• _Required work_
Without copying any pictures, restate exactly the lines from the start of the records through the line containing "position:relative; width:1690px; height:964px;".
START Given records
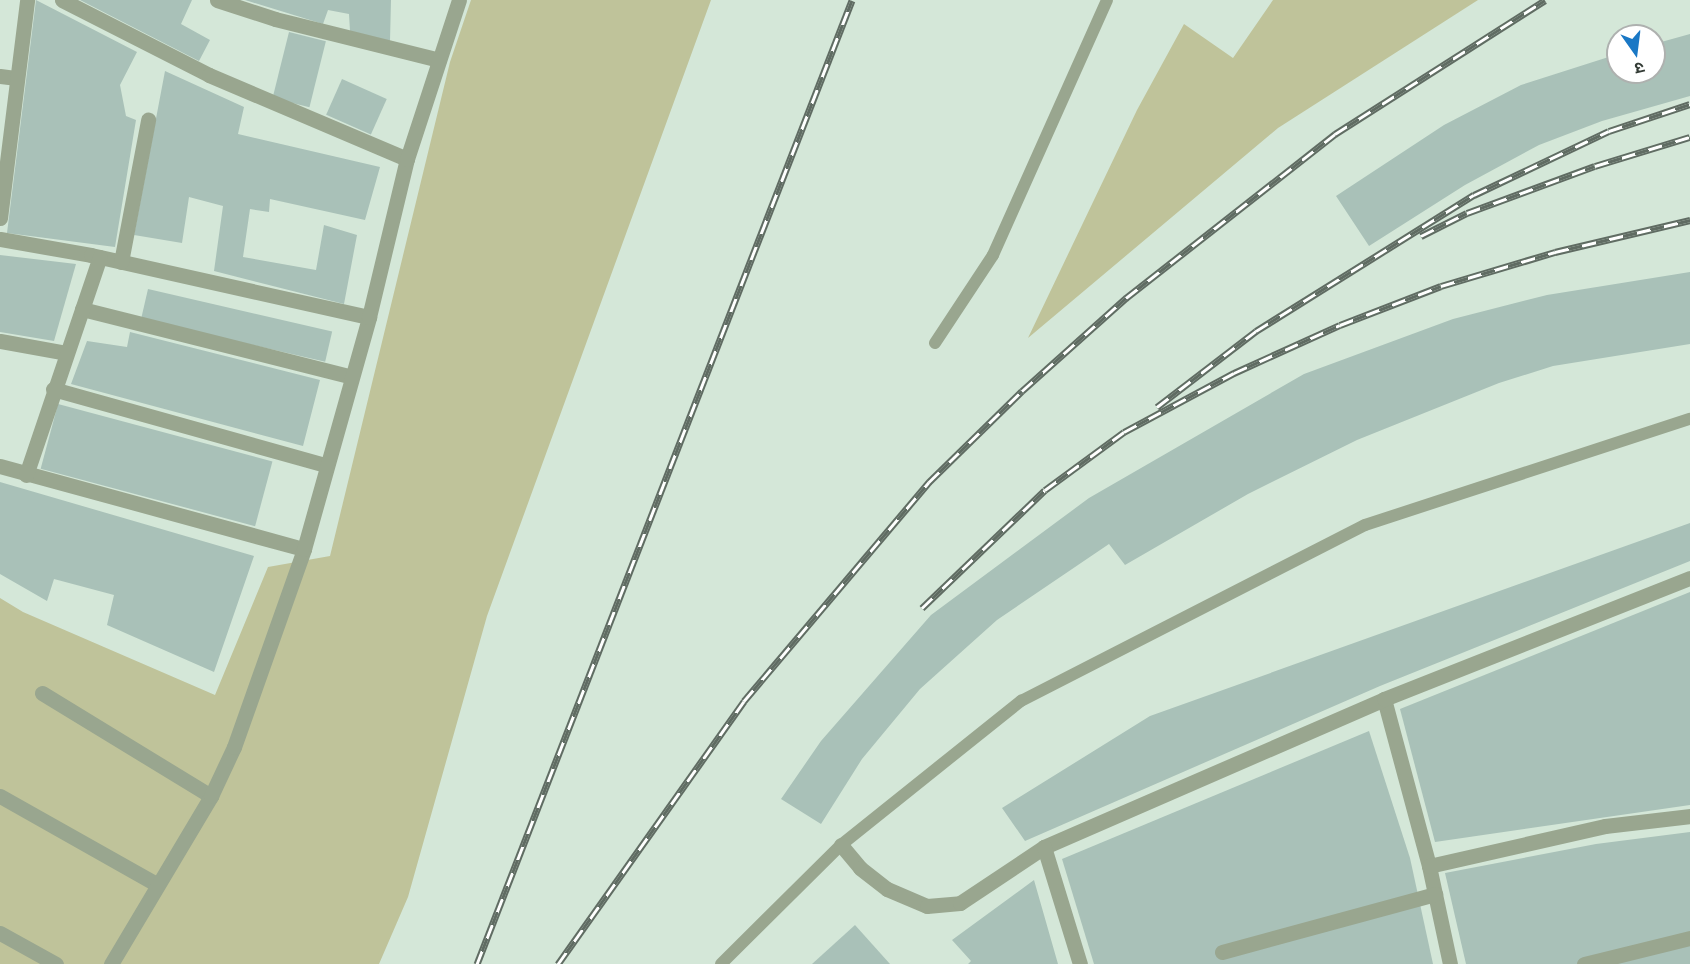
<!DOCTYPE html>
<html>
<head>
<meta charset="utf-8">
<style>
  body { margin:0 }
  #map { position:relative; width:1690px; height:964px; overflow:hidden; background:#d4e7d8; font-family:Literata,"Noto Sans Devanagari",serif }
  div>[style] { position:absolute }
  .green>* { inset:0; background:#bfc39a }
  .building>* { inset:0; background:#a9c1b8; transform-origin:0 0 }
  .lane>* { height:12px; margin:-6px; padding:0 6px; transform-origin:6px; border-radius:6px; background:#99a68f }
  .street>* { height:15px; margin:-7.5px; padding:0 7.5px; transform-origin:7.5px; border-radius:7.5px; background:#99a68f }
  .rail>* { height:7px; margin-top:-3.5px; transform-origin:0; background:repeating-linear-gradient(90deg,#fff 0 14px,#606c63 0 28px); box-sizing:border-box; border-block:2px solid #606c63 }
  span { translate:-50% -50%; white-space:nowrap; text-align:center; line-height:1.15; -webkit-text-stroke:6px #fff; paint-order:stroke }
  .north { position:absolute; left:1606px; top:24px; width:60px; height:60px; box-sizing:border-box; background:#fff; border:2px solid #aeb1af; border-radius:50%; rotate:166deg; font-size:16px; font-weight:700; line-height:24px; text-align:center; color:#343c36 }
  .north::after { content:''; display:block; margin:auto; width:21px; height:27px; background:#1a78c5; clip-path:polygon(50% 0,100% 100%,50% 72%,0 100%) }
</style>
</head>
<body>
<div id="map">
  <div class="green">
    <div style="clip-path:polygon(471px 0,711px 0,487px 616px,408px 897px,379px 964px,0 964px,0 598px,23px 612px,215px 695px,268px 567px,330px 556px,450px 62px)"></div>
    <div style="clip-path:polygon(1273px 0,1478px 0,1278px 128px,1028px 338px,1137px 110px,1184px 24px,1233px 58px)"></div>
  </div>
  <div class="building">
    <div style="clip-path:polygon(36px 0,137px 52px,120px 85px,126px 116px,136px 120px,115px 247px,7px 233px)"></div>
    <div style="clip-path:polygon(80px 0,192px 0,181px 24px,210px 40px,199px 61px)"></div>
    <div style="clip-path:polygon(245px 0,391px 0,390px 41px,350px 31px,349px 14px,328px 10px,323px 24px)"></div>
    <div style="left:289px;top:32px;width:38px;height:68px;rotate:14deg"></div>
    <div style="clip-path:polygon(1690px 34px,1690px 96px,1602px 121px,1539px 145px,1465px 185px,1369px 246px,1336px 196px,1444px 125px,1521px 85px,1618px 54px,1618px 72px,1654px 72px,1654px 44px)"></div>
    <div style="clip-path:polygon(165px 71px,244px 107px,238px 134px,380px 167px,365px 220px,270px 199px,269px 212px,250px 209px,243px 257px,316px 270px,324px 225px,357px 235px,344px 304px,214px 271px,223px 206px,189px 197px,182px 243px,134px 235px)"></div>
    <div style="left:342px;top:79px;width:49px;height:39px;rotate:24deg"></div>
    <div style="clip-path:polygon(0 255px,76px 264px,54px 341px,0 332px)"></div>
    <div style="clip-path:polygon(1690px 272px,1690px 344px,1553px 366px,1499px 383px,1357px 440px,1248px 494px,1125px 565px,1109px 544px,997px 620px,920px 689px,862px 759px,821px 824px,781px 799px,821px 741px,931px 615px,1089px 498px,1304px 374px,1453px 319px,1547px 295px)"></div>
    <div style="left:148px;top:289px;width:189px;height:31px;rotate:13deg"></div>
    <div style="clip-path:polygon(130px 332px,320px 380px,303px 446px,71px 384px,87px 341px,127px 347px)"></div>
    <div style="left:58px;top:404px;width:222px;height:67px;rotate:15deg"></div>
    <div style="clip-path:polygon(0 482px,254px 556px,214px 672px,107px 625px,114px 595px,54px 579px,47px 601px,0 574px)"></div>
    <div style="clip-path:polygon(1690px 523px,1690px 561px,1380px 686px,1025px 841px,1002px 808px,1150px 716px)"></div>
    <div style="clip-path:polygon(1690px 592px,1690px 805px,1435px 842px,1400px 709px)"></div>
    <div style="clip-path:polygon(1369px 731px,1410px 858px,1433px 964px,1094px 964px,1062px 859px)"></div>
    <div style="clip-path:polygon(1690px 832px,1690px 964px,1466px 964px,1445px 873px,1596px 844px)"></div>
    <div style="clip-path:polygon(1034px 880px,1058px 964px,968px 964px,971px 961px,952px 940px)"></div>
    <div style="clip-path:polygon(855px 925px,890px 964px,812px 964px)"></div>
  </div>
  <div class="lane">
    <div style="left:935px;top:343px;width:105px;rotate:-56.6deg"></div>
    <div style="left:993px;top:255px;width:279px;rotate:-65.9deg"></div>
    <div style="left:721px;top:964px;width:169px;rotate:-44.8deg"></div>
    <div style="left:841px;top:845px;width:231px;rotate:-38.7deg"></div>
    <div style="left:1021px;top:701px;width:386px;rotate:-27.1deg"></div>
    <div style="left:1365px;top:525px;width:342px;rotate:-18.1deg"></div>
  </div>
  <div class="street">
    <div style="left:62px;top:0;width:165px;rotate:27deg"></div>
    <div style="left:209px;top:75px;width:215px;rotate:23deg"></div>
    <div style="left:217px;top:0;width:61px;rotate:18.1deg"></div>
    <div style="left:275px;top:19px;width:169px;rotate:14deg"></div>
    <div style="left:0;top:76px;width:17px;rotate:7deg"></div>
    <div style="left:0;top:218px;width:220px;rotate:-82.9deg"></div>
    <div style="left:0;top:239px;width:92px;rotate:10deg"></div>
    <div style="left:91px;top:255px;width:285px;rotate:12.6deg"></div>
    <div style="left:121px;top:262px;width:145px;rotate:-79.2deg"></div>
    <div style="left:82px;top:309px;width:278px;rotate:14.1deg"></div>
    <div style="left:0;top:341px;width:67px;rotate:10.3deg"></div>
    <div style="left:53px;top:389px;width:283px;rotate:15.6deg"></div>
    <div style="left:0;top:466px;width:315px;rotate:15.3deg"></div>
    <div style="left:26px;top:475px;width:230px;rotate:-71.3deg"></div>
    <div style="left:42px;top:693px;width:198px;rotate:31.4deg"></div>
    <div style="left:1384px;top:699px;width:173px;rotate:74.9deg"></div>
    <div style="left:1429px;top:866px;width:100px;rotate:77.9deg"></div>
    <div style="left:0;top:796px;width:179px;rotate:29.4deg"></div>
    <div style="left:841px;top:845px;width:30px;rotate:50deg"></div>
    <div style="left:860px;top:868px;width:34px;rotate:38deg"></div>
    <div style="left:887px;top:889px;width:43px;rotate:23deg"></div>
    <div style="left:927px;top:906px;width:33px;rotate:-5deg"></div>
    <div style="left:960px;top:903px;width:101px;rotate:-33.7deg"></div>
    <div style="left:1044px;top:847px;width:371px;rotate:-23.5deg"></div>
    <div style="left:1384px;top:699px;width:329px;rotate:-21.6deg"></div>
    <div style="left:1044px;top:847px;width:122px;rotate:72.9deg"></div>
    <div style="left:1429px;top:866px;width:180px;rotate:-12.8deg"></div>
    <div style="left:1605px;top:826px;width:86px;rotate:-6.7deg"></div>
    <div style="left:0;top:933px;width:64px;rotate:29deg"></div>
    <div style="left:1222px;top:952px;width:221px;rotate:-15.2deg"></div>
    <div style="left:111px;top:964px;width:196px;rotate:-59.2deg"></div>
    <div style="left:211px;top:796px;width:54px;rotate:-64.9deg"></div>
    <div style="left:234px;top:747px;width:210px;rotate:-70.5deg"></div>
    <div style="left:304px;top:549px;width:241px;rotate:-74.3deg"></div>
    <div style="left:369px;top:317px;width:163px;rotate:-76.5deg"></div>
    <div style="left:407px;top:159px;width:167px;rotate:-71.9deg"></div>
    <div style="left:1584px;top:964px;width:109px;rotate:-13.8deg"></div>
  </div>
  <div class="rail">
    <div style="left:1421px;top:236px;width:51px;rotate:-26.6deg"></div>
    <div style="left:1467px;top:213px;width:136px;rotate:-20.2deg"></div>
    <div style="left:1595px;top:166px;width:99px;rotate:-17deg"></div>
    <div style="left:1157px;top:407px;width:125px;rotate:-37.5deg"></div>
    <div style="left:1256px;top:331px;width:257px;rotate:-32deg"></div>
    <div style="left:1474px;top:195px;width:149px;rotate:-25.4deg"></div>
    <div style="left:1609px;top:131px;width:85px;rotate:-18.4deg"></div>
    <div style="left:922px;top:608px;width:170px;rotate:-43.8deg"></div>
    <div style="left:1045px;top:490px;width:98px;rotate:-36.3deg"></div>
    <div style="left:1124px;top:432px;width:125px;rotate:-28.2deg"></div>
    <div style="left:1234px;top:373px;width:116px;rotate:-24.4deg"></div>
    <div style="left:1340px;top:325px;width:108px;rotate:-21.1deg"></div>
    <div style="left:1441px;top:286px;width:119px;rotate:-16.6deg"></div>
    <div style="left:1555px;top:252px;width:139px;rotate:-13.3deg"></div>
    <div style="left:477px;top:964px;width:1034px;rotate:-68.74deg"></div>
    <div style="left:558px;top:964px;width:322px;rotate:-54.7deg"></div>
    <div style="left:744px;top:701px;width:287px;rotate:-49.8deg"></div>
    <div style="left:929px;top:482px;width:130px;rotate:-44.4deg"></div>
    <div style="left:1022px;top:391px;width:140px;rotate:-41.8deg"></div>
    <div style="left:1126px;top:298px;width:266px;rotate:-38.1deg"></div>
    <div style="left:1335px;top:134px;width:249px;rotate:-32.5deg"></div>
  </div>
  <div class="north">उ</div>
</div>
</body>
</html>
END Given records
• _Output for this exercise_
<!DOCTYPE html>
<html>
<head>
<meta charset="utf-8">
<style>
  body { margin:0 }
  #map { position:relative; width:1690px; height:964px; overflow:hidden; background:#d4e7d8; font-family:Literata,"Noto Sans Devanagari",serif }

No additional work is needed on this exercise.